_Work item_
Give back the full listing exactly, setting the pictures aside.

_Task input_
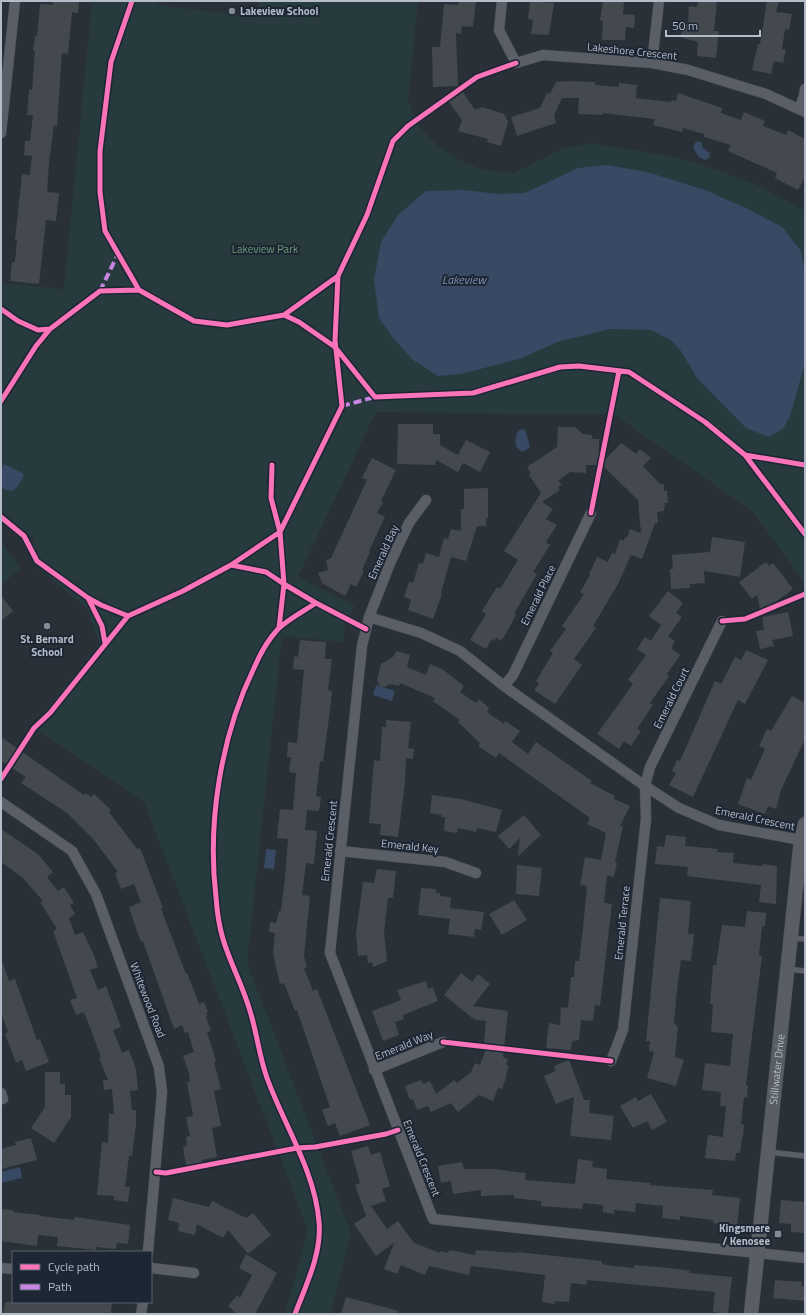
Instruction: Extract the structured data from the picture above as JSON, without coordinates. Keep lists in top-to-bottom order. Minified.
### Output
{"streets":{"street":["Lakeshore Crescent","Emerald Bay","Emerald Place","Emerald Court","Emerald Crescent","Emerald Key","Emerald Terrace","Whitewood Road","Emerald Way","Stillwater Drive"]},"crossings":[["Emerald Bay","Emerald Crescent"],["Emerald Place","Emerald Crescent"],["Emerald Court","Emerald Crescent"],["Emerald Court","Emerald Terrace"],["Emerald Crescent","Emerald Key"],["Emerald Crescent","Emerald Terrace"],["Emerald Crescent","Emerald Way"],["Emerald Crescent","Stillwater Drive"]],"water":["Lakeview"],"parks":["Lakeview Park"],"places":{"other":["Lakeview School","St. Bernard School"],"transit":["Kingsmere / Kenosee"]},"legend":["Cycle path","Path"],"scale_bar":"50 m"}
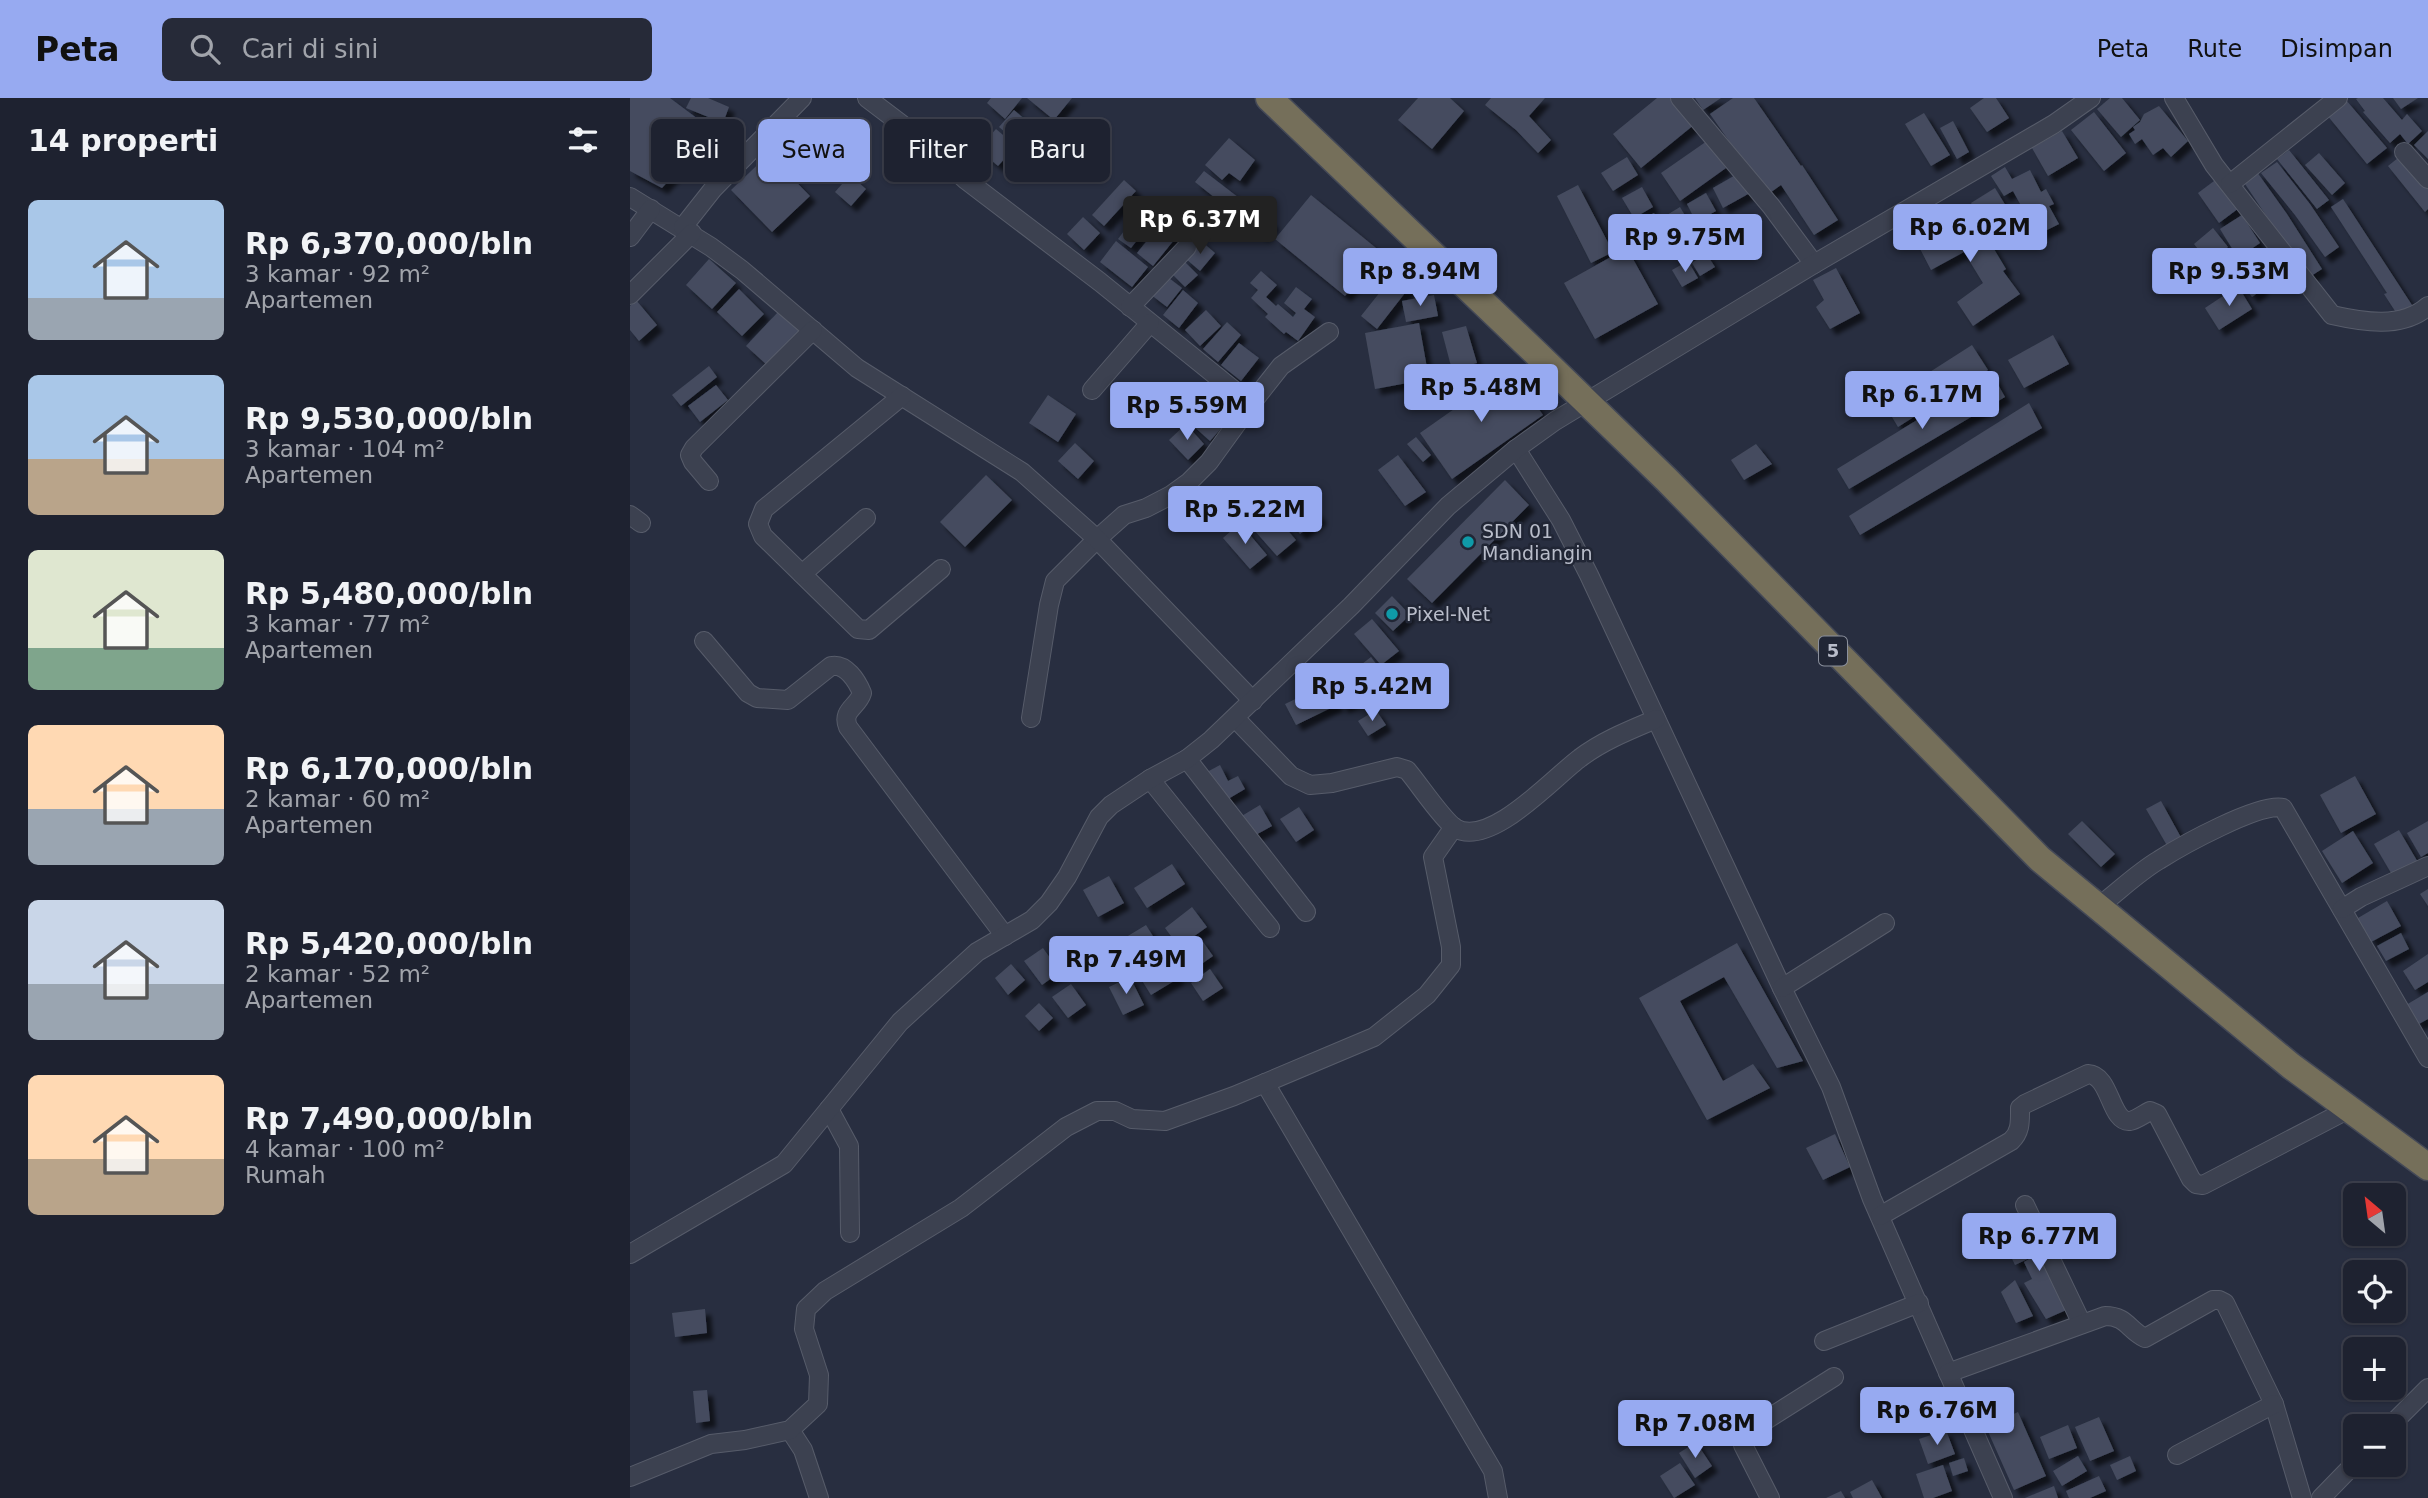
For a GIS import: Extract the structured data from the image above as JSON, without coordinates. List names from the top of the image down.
{
  "streets": {
    "highway": ["5"]
  },
  "places": ["SDN 01 Mandiangin", "Pixel-Net"],
  "north": "top left",
  "page": {
    "header": "Peta",
    "search": "Cari di sini",
    "nav": ["Peta", "Rute", "Disimpan"],
    "heading": "14 properti",
    "chip": [
      "Beli",
      "Sewa",
      "Filter",
      "Baru"
    ],
    "list": [
      {
        "name": "Rp 6,370,000/bln",
        "note": "3 kamar · 92 m² · Apartemen"
      },
      {
        "name": "Rp 9,530,000/bln",
        "note": "3 kamar · 104 m² · Apartemen"
      },
      {
        "name": "Rp 5,480,000/bln",
        "note": "3 kamar · 77 m² · Apartemen"
      },
      {
        "name": "Rp 6,170,000/bln",
        "note": "2 kamar · 60 m² · Apartemen"
      },
      {
        "name": "Rp 5,420,000/bln",
        "note": "2 kamar · 52 m² · Apartemen"
      },
      {
        "name": "Rp 7,490,000/bln",
        "note": "4 kamar · 100 m² · Rumah"
      }
    ],
    "price": [
      "Rp 6.37M",
      "Rp 6.02M",
      "Rp 9.75M",
      "Rp 8.94M",
      "Rp 9.53M",
      "Rp 5.48M",
      "Rp 6.17M",
      "Rp 5.59M",
      "Rp 5.22M",
      "Rp 5.42M",
      "Rp 7.49M",
      "Rp 6.77M",
      "Rp 6.76M",
      "Rp 7.08M"
    ],
    "map_buttons": ["+", "−"]
  }
}
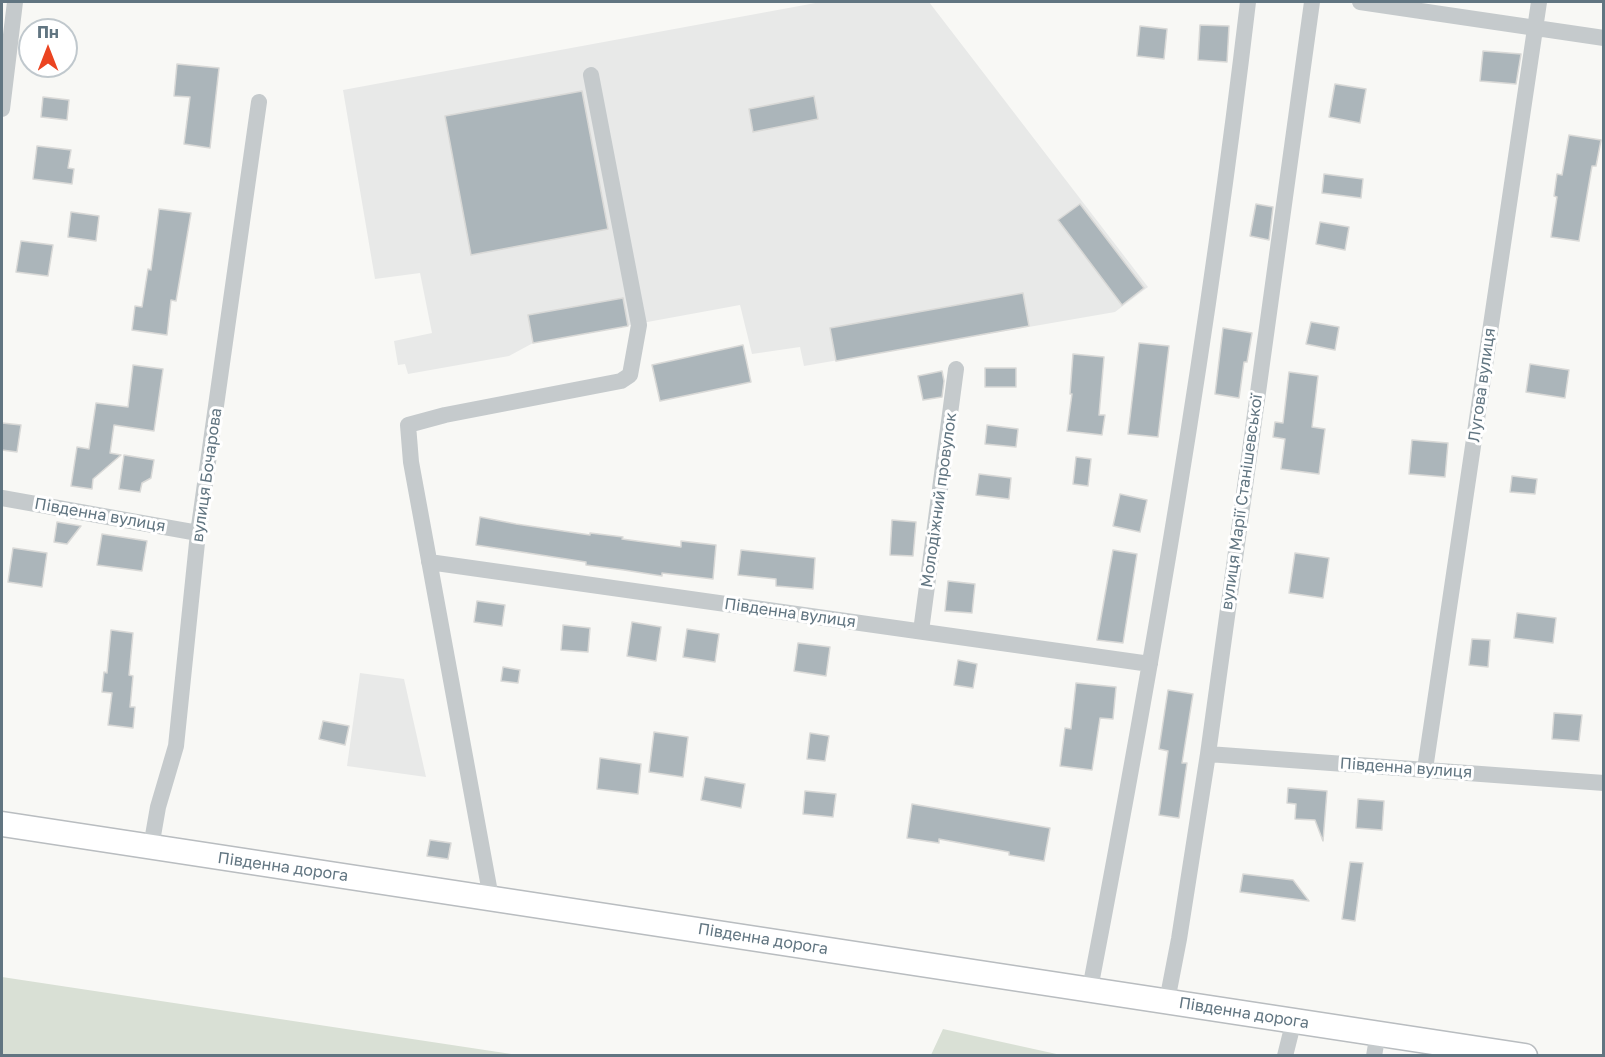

_Response below_
Instruction: Extract the structured data from the picture above as JSON, without coordinates. Keep lists in top-to-bottom order. Minified.
### Output
{"streets":{"street":["Lakeshore Crescent","Emerald Bay","Emerald Place","Emerald Court","Emerald Crescent","Emerald Key","Emerald Terrace","Whitewood Road","Emerald Way","Stillwater Drive"]},"crossings":[["Emerald Bay","Emerald Crescent"],["Emerald Place","Emerald Crescent"],["Emerald Court","Emerald Crescent"],["Emerald Court","Emerald Terrace"],["Emerald Crescent","Emerald Key"],["Emerald Crescent","Emerald Terrace"],["Emerald Crescent","Emerald Way"],["Emerald Crescent","Stillwater Drive"]],"water":["Lakeview"],"parks":["Lakeview Park"],"places":{"other":["Lakeview School","St. Bernard School"],"transit":["Kingsmere / Kenosee"]},"legend":["Cycle path","Path"],"scale_bar":"50 m"}
For a GIS import: Extract the structured data from the image above as JSON, without coordinates. List names from the top of the image down.
{
  "streets": {
    "highway": ["5"]
  },
  "places": ["SDN 01 Mandiangin", "Pixel-Net"],
  "north": "top left",
  "page": {
    "header": "Peta",
    "search": "Cari di sini",
    "nav": ["Peta", "Rute", "Disimpan"],
    "heading": "14 properti",
    "chip": [
      "Beli",
      "Sewa",
      "Filter",
      "Baru"
    ],
    "list": [
      {
        "name": "Rp 6,370,000/bln",
        "note": "3 kamar · 92 m² · Apartemen"
      },
      {
        "name": "Rp 9,530,000/bln",
        "note": "3 kamar · 104 m² · Apartemen"
      },
      {
        "name": "Rp 5,480,000/bln",
        "note": "3 kamar · 77 m² · Apartemen"
      },
      {
        "name": "Rp 6,170,000/bln",
        "note": "2 kamar · 60 m² · Apartemen"
      },
      {
        "name": "Rp 5,420,000/bln",
        "note": "2 kamar · 52 m² · Apartemen"
      },
      {
        "name": "Rp 7,490,000/bln",
        "note": "4 kamar · 100 m² · Rumah"
      }
    ],
    "price": [
      "Rp 6.37M",
      "Rp 6.02M",
      "Rp 9.75M",
      "Rp 8.94M",
      "Rp 9.53M",
      "Rp 5.48M",
      "Rp 6.17M",
      "Rp 5.59M",
      "Rp 5.22M",
      "Rp 5.42M",
      "Rp 7.49M",
      "Rp 6.77M",
      "Rp 6.76M",
      "Rp 7.08M"
    ],
    "map_buttons": ["+", "−"]
  }
}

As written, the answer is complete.